Under the 1973 Constitution the National Assembly is elected for five years term, unless sooner dissolved. The seats in National Assembly, unlike the Senate, are allocated to each province and other units of the federation, on the basis of population. The Constitutional provision of 20 special seats for women lapsed in 1990, thus decreased the Assembly strength from 237 to 217. Under the Constitution, elections to the 10 seats reserved for minority were held on separate electorate basis. Despite the tenure of the Assembly being five years, as prescribed in the Constitution, Mr. Z.A. Bhutto, on 7 January 1977 announced the holding of elections before time. Consequently, on 10 January 1977, he advised the president to dissolve the National Assembly. Elections were held on 7 March 1977. The opposition charged the government with rigging the elections to the National Assembly and thereafter boycotted the Provincial Assemblies elections. Since the opposition had not accepted the National Assembly elections result, they did not take oath. This resulted in severe political crisis and Martial Law was imposed by the then Army Chief, General Muhammad Zia-ul-Haq, on 5 July 1977.
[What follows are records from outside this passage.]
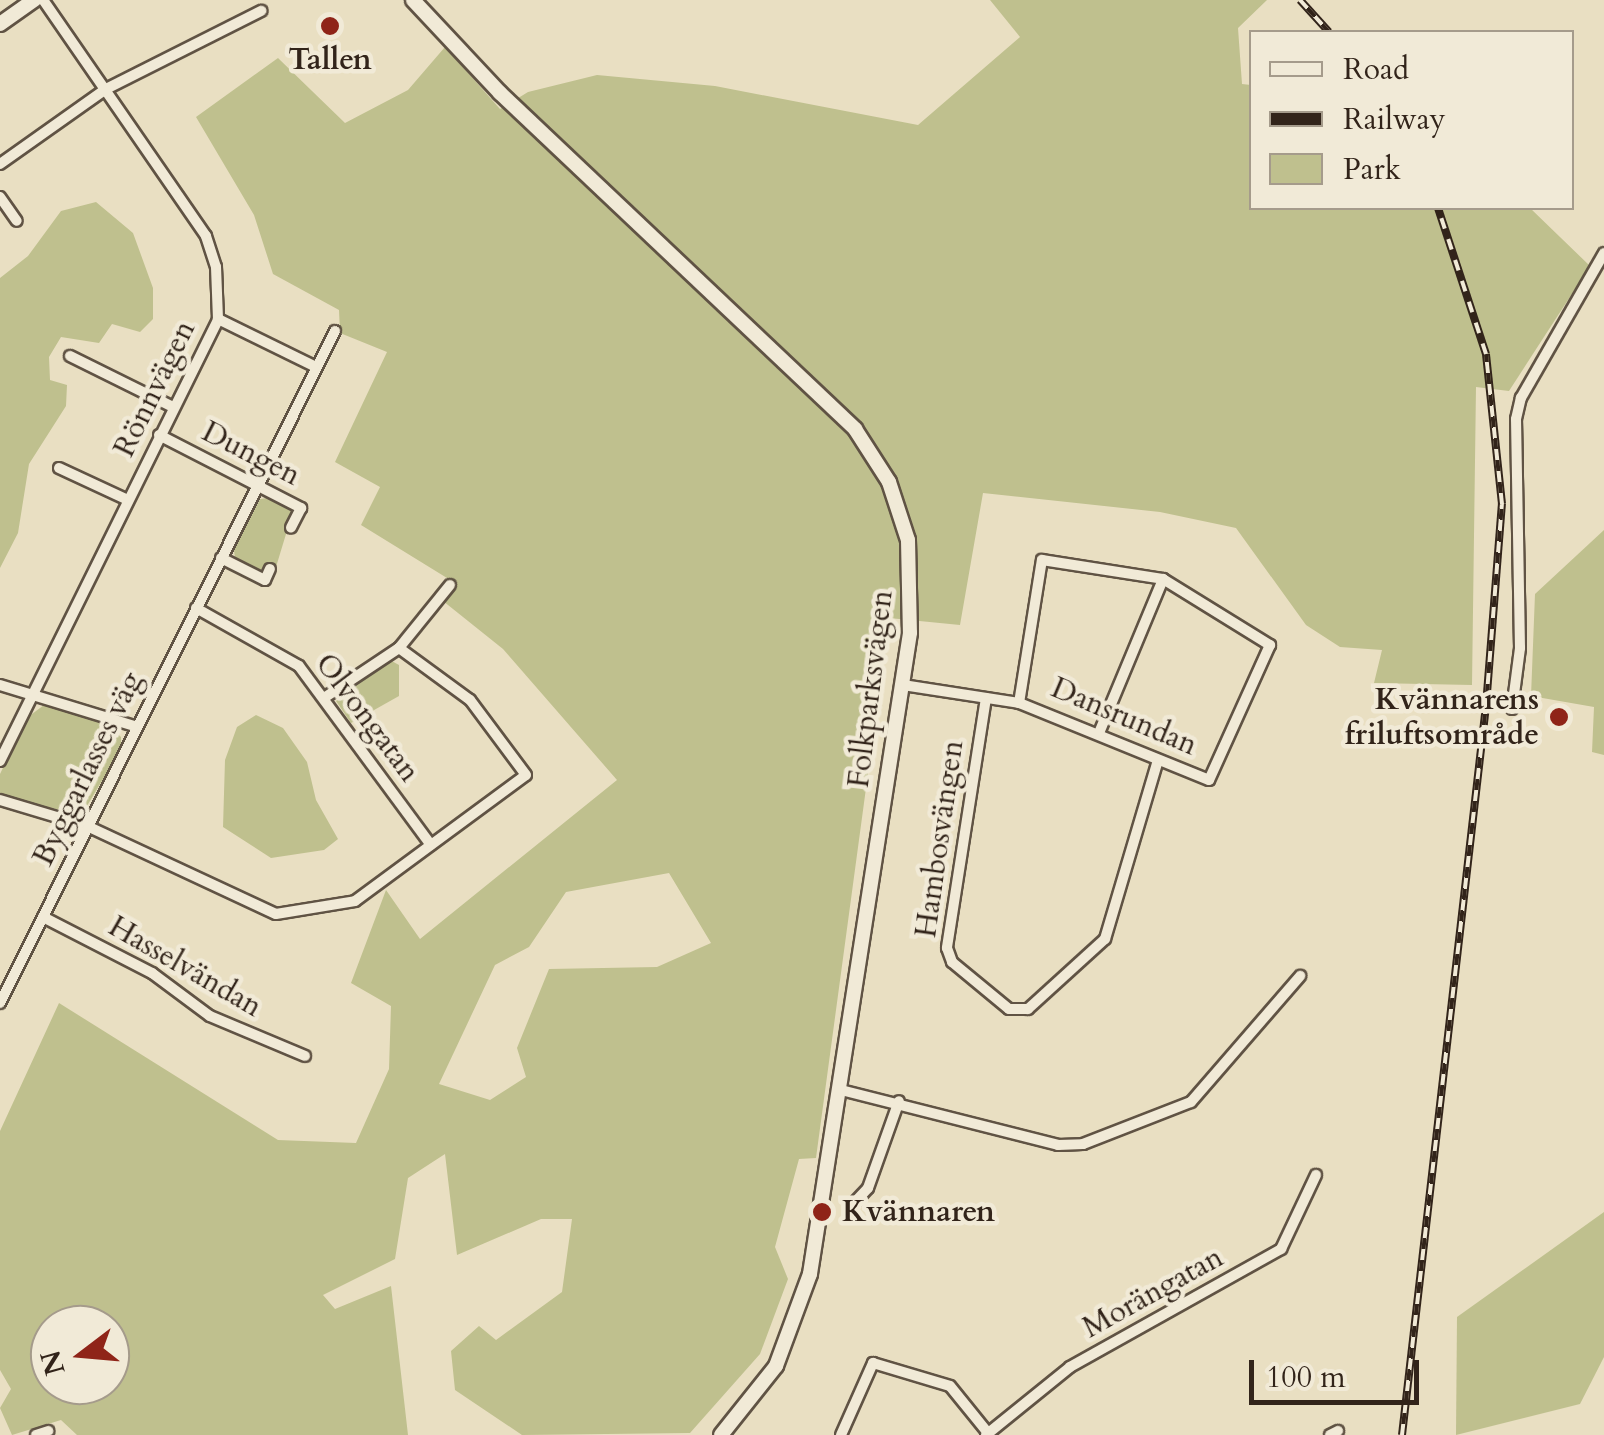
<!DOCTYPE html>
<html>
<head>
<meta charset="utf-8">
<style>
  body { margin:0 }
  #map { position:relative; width:1604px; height:1435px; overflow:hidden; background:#e9dfc2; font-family:Cardo,serif }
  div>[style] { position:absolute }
  .green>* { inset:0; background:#bfc08e }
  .roads { filter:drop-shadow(2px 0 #605344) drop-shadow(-2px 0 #605344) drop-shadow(0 2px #605344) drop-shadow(0 -2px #605344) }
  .street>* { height:10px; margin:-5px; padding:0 5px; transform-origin:5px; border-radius:5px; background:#f1ead7 }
  .secondary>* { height:14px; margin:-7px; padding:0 7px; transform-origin:7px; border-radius:7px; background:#f1ead7 }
  .rail>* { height:8px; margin-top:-4px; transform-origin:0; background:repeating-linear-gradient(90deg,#f1ead7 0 11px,#32241a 0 22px); box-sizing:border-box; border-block:2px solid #32241a }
  .dots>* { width:28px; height:28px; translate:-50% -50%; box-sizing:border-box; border:5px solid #f1ead7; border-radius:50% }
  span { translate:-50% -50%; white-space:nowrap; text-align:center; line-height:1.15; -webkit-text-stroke:9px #f1ead7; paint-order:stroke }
  .poi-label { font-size:30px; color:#32241a; font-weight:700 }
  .right { translate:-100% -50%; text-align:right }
  .left { translate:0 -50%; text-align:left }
  .street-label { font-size:30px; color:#32241a }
  .legend { position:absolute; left:1249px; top:30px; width:325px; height:180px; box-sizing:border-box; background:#f1ead7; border:2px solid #a59b8b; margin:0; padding:12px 18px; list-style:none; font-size:30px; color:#32241a }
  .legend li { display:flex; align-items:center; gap:20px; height:50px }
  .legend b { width:50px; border:2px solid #a59b8b }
  .north { position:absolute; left:30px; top:1305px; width:100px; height:100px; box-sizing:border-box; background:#f1ead7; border:2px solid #a59b8b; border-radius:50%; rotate:254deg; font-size:28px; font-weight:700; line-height:40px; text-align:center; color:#32241a }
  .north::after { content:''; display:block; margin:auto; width:35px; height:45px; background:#8f2418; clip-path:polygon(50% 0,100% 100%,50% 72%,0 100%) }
  .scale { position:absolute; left:1249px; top:1360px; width:170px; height:45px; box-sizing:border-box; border:5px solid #32241a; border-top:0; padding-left:12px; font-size:30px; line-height:35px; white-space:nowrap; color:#32241a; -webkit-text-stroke:8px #f1ead7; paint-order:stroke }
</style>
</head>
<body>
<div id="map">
  <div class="green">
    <div style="clip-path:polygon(evenodd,990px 0,1267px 0,1238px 28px,1242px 84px,1251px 85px,1252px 208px,1530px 208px,1590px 266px,1509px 391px,1476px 387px,1472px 685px,1374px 683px,1382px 650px,1340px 647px,1306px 625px,1236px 528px,1160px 512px,983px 493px,960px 625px,889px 618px,816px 1158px,799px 1159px,775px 1247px,788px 1279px,760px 1354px,690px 1433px,522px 1435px,455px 1390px,451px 1351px,479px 1326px,496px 1340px,562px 1292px,572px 1219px,541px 1219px,457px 1255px,445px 1154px,408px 1178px,395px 1259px,323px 1295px,335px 1309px,391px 1286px,408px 1435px,77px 1435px,61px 1420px,12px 1435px,0 1408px,11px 1389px,0 1370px,0 1131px,59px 1003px,278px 1140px,356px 1143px,389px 1069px,391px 1006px,351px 983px,386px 890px,420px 939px,617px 780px,503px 649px,443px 601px,447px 578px,361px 525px,380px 487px,335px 462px,387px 352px,340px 333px,339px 310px,273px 274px,254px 215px,196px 117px,278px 58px,345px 123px,408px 90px,445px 47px,500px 109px,528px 92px,597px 75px,715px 86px,918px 125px,1020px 37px,990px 0,669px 873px,711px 943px,657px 967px,549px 969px,517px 1048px,526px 1077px,490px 1100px,439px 1084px,495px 965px,529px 947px,566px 892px,669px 873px,990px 0,50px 1325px,110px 1325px,110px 1385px,50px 1385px,50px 1325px)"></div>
    <div style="clip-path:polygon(96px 202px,133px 233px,153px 288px,153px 319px,140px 332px,112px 324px,99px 343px,61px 337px,49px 357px,50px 380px,67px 385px,66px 406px,29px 464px,18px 533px,0 568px,0 278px,28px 256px,61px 211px)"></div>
    <div style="clip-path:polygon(267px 498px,293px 511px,276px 567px,267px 563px,262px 572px,235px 559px,234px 550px,260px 499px)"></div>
    <div style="clip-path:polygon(1604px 530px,1604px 755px,1592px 752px,1594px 707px,1531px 696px,1535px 594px)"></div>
    <div style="clip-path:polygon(388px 659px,399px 665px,399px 696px,351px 723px,336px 701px)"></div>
    <div style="clip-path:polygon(44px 705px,109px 725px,121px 737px,121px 749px,81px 816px,0 794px,0 774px,28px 717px)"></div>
    <div style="clip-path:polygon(256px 715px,283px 728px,307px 762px,316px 800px,338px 839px,324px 850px,271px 858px,223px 827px,225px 760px,237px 727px)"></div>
    <div style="clip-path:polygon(1604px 1212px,1604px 1357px,1580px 1404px,1456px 1435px,1457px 1317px)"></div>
  </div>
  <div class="roads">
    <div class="street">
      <div style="left:0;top:164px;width:130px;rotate:-35.3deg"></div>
      <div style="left:106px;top:89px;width:174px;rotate:-26.7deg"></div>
      <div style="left:0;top:197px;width:29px;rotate:55deg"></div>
      <div style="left:218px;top:319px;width:107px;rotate:26.1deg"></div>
      <div style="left:70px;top:356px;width:115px;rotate:26.3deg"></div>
      <div style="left:159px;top:435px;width:160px;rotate:27.2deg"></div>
      <div style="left:301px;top:508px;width:22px;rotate:117deg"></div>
      <div style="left:59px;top:468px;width:76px;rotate:24.9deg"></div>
      <div style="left:221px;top:558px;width:49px;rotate:26.6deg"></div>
      <div style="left:265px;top:580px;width:12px;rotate:-66deg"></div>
      <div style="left:196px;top:608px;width:118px;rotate:29.4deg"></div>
      <div style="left:299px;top:666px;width:222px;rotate:53.6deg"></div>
      <div style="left:399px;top:648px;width:81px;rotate:-51deg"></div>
      <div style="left:0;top:685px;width:143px;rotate:17deg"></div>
      <div style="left:903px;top:685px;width:117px;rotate:8.8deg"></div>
      <div style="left:1019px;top:703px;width:145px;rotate:-80.9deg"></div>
      <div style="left:1042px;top:560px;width:122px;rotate:8.9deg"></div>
      <div style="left:1163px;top:579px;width:126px;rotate:31.7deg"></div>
      <div style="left:1270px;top:645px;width:148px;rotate:114.3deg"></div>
      <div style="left:1209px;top:780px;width:205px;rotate:-157.9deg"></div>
      <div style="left:986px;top:698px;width:253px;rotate:98.9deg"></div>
      <div style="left:947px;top:948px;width:15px;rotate:70deg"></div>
      <div style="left:952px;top:962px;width:74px;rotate:39.5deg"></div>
      <div style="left:1009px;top:1009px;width:19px"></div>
      <div style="left:1028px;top:1009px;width:104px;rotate:-42.3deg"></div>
      <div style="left:1105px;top:939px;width:187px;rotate:-73.5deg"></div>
      <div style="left:1512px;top:709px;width:62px;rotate:-82.5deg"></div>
      <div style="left:1520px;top:648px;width:229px;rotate:-91deg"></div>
      <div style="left:1516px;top:419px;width:22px;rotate:-77deg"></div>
      <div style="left:1521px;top:398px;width:167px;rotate:-60.2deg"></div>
      <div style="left:1099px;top:733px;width:167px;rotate:-67.4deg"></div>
      <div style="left:0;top:761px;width:493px;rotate:-63.7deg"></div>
      <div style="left:218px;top:319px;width:52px;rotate:-92.2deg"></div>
      <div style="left:216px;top:267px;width:33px;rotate:-108deg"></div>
      <div style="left:206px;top:236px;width:287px;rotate:-124.6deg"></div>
      <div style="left:0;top:800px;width:91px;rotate:16.6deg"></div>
      <div style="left:87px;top:826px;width:208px;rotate:25deg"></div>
      <div style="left:276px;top:914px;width:80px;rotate:-9.3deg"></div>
      <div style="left:355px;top:901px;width:212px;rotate:-36.4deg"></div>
      <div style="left:526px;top:775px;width:94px;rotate:-126.7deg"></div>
      <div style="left:470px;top:700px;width:88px;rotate:-143.8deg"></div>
      <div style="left:399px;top:648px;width:90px;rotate:146.3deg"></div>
      <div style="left:43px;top:917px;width:123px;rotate:27.2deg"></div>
      <div style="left:152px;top:973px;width:72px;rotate:36.6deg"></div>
      <div style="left:210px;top:1016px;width:103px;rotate:22.8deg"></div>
      <div style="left:0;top:1003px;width:751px;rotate:-63.5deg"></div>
      <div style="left:841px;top:1090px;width:224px;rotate:14.2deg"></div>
      <div style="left:1058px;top:1145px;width:25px;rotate:-2deg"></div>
      <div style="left:1083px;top:1144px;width:116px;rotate:-21.3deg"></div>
      <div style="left:1191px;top:1102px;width:167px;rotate:-49.1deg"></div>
      <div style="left:855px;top:1202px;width:19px;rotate:-47deg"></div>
      <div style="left:868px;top:1188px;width:92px;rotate:-70.4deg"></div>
      <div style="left:36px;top:1435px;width:13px;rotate:-18deg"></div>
      <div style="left:841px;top:1435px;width:79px;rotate:-66deg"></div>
      <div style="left:873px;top:1363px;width:80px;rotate:16.6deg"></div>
      <div style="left:950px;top:1386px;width:60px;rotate:51deg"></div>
      <div style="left:986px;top:1435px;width:108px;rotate:-39deg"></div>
      <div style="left:1070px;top:1367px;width:242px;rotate:-29.2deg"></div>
      <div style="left:1281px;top:1249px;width:82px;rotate:-64.7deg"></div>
      <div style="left:1330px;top:1435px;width:9px;rotate:-27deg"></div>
    </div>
    <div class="secondary">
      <div style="left:413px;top:0;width:127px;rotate:46.9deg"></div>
      <div style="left:500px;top:93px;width:489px;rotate:43.4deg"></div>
      <div style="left:855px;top:429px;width:63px;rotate:57.3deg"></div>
      <div style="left:889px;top:482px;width:61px;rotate:71.9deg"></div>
      <div style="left:908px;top:540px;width:93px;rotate:88.8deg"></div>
      <div style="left:910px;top:633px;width:649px;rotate:98.87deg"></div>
      <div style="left:810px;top:1274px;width:98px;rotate:110.3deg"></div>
      <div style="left:776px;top:1366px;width:88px;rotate:128.6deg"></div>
      <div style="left:0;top:24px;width:42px;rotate:-35.2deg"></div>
    </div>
  </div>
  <div class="rail">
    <div style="left:1300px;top:0;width:43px;rotate:47.8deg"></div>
    <div style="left:1402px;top:1435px;width:734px;rotate:-83.43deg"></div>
    <div style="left:1486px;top:706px;width:203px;rotate:-85.5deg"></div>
    <div style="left:1502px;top:504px;width:151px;rotate:-96.1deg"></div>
    <div style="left:1486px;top:354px;width:154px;rotate:-108.2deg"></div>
  </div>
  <div class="dots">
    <div style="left:330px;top:26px;background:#8f2418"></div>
    <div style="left:1559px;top:717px;background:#8f2418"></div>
    <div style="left:822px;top:1212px;background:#8f2418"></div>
  </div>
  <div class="poi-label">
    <span style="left:330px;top:60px">Tallen</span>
    <span class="right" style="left:1539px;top:717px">Kvännarens<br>friluftsområde</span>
    <span class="left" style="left:842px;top:1212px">Kvännaren</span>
  </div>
  <div class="street-label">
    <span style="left:155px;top:389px;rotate:-64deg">Rönnvägen</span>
    <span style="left:251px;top:454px;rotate:27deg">Dungen</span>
    <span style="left:871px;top:689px;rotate:-83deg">Folkparksvägen</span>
    <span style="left:1124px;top:717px;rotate:23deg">Dansrundan</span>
    <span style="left:367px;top:718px;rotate:53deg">Olvongatan</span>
    <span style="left:88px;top:769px;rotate:-64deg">Byggarlasses väg</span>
    <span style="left:940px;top:839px;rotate:-82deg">Hambosvängen</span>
    <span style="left:185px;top:967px;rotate:30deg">Hasselvändan</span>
    <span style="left:1153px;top:1293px;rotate:-29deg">Morängatan</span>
  </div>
  <ul class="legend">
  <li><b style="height:12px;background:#f1ead7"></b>Road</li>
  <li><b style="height:12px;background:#32241a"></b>Railway</li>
  <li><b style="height:28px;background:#bfc08e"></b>Park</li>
  </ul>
  <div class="north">N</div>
  <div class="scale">100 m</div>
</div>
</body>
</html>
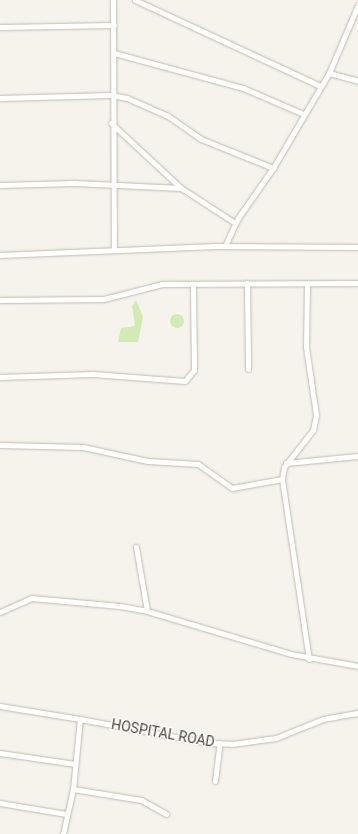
<!DOCTYPE html>
<html>
<head>
<meta charset="utf-8">
<style>
	body { margin:0 }
	#map { position:relative; width:358px; height:834px; overflow:hidden; background:#f6f3ec; font-family:Roboto,sans-serif }
	div>[style] { position:absolute }
	.green>* { inset:0; background:#d2eab5 }
	.round { border-radius:50% }
	.roads { filter:drop-shadow(0 0 1px #c2bbae) drop-shadow(0 0 1px #c2bbae) }
	.minor>* { height:5px; margin:-2.5px; padding:0 2.5px; transform-origin:2.5px; border-radius:2.5px; background:#fff }
	span { translate:-50% -50%; white-space:nowrap; text-align:center; line-height:1.15; -webkit-text-stroke:3px #fff; paint-order:stroke }
	.street-label { font-size:14px; color:#4b4439 }
</style>
</head>
<body>
<div id="map">
	<div class="green">
		<i style="clip-path:polygon(136px 300px,143px 317px,138px 342px,118px 342px,121px 328px,135px 326px,132px 306px)"></i>
		<i class="round" style="left:170px;top:314px;width:14px;height:14px"></i>
	</div>
	<div class="roads">
		<div class="minor">
			<i style="left:113px;top:0;width:250px;rotate:89.8deg"></i>
			<i style="left:135px;top:0;width:204px;rotate:24.9deg"></i>
			<i style="left:0;top:27px;width:114px;rotate:-1deg"></i>
			<i style="left:114px;top:53px;width:134px;rotate:15.2deg"></i>
			<i style="left:243px;top:88px;width:65px;rotate:23.4deg"></i>
			<i style="left:329px;top:73px;width:30px;rotate:15deg"></i>
			<i style="left:0;top:98px;width:111px;rotate:-1.5deg"></i>
			<i style="left:111px;top:95px;width:16px;rotate:11deg"></i>
			<i style="left:127px;top:98px;width:45px;rotate:23.7deg"></i>
			<i style="left:168px;top:116px;width:40px;rotate:34.9deg"></i>
			<i style="left:201px;top:139px;width:78px;rotate:21.9deg"></i>
			<i style="left:111px;top:123px;width:96px;rotate:42.9deg"></i>
			<i style="left:0;top:185px;width:75px;rotate:-1.5deg"></i>
			<i style="left:75px;top:183px;width:106px;rotate:2.7deg"></i>
			<i style="left:181px;top:188px;width:64px;rotate:32.9deg"></i>
			<i style="left:225px;top:246px;width:31px;rotate:-65deg"></i>
			<i style="left:238px;top:218px;width:61px;rotate:-55deg"></i>
			<i style="left:273px;top:168px;width:110px;rotate:-59.5deg"></i>
			<i style="left:329px;top:73px;width:74px;rotate:-66.9deg"></i>
			<i style="left:0;top:255px;width:216px;rotate:-2.4deg"></i>
			<i style="left:216px;top:246px;width:142px;rotate:0.4deg"></i>
			<i style="left:247px;top:283px;width:86px;rotate:89.3deg"></i>
			<i style="left:307px;top:284px;width:63px;rotate:90.9deg"></i>
			<i style="left:306px;top:347px;width:69px;rotate:81.6deg"></i>
			<i style="left:316px;top:415px;width:15px;rotate:101deg"></i>
			<i style="left:313px;top:430px;width:47px;rotate:128.1deg"></i>
			<i style="left:284px;top:467px;width:12px;rotate:99deg"></i>
			<i style="left:282px;top:479px;width:182px;rotate:81.5deg"></i>
			<i style="left:0;top:300px;width:104px;rotate:-0.6deg"></i>
			<i style="left:104px;top:299px;width:60px;rotate:-14.5deg"></i>
			<i style="left:162px;top:284px;width:196px;rotate:-0.3deg"></i>
			<i style="left:0;top:377px;width:93px;rotate:-1.8deg"></i>
			<i style="left:93px;top:374px;width:92px;rotate:4.4deg"></i>
			<i style="left:185px;top:381px;width:14px;rotate:-51deg"></i>
			<i style="left:194px;top:370px;width:85px;rotate:-90.7deg"></i>
			<i style="left:0;top:445px;width:83px;rotate:1.4deg"></i>
			<i style="left:83px;top:447px;width:66px;rotate:12.2deg"></i>
			<i style="left:148px;top:461px;width:50px;rotate:3.4deg"></i>
			<i style="left:198px;top:464px;width:42px;rotate:35.2deg"></i>
			<i style="left:232px;top:488px;width:51px;rotate:-10.2deg"></i>
			<i style="left:286px;top:463px;width:72px;rotate:-5.6deg"></i>
			<i style="left:136px;top:547px;width:65px;rotate:80.2deg"></i>
			<i style="left:0;top:612px;width:34px;rotate:-24deg"></i>
			<i style="left:31px;top:598px;width:89px;rotate:5.1deg"></i>
			<i style="left:120px;top:606px;width:27px;rotate:10deg"></i>
			<i style="left:147px;top:611px;width:150px;rotate:16.6deg"></i>
			<i style="left:291px;top:654px;width:68px;rotate:10.2deg"></i>
			<i style="left:0;top:706px;width:81px;rotate:9.2deg"></i>
			<i style="left:0;top:753px;width:76px;rotate:8.3deg"></i>
			<i style="left:215px;top:781px;width:38px;rotate:-83deg"></i>
			<i style="left:73px;top:789px;width:69px;rotate:9.2deg"></i>
			<i style="left:141px;top:800px;width:29px;rotate:29deg"></i>
			<i style="left:0;top:803px;width:67px;rotate:9.5deg"></i>
			<i style="left:63px;top:834px;width:46px;rotate:-77.5deg"></i>
			<i style="left:73px;top:789px;width:70px;rotate:-84.3deg"></i>
			<i style="left:80px;top:719px;width:130px;rotate:10.6deg"></i>
			<i style="left:208px;top:743px;width:24px;rotate:2deg"></i>
			<i style="left:232px;top:744px;width:44px;rotate:-7.8deg"></i>
			<i style="left:276px;top:738px;width:51px;rotate:-22deg"></i>
			<i style="left:323px;top:719px;width:36px;rotate:-10deg"></i>
		</div>
	</div>
	<div class="street-label">
		<span style="left:163px;top:733px;rotate:10deg">HOSPITAL ROAD</span>
	</div>
</div>
</body>
</html>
===1981 Majlis-e-Shoora===
On 25 December 1981, under Presidential Order (P.O.15 of 1981) a Federal Council (Majlis-e-Shoora) was constituted by the president. Its members were nominated by the president. The first session of this council was held on 11 January 1982. In this way, limited and controlled political activities were resumed. General elections were later held for the National and Provincial Assemblies on 25 February 1985, on non-party basis.

- 1985 Amendments
On 2 March 1985, the revival of Constitution Order (P.O.14 of 1985) was issued in which a large number of amendments were made in the Constitution. Article 1 substituted the name "Parliament" for the more Islamic term Majlis-e-Shoora. The first session of the National Assembly was held 20 March 1985. Mr. Muhammad Khan Junejo, was nominated as the Prime Minister of Pakistan by the president (General Zia-ul-Haq). He received vote of confidence on 24 March 1985. In November 1985, the 8th Constitutional Amendment was adopted by the Parliament. Besides changes in other Articles in the Constitution the significant Article 58(2)(b) was added, according to which the president acquired discretionary powers to dissolves the National Assembly. On 29 May 1988 the Assembly was dissolved by the president by using the power acquired under Article 58(2)(b).

===1988 elections===

The General elections for the eighth National Assembly was held on 16 November 1988. The first session was convened by the President on 30 November 1988. Mr. Miraj Khalid was elected as the Speaker of the National Assembly on 3 December 1988. Benazir Bhutto was nominated as Prime Minister of Pakistan and took the oath of the Office on 2 December 1988. The Assembly was later dissolved by President Ghulam Ishaq Khan under Article 58(2)(b) of the Constitution of Pakistan, on 6 August 1990. The General elections for the ninth National Assembly was held on 24 October 1990. The first session was held on 3 November 1990. Mr. Gohar Ayub Khan was elected as the Speaker of the National Assembly and he took oath on 4 November 1990. Muhammad Nawaz Sharif was elected as Prime Minister of Pakistan and took oath on 11 November 1990. The Assembly was again dissolved by the then President Ghulam Ishaq Khan, under Article 58(2)(b) on 18 April 1993. The dissolution of the National Assembly was challenged in the Supreme Court of Pakistan and after hearing the case the Assembly was restored by the Supreme Court on 26 May 1993. The Assembly was later dissolved on the advice of the Prime Minister on 18 July 1993.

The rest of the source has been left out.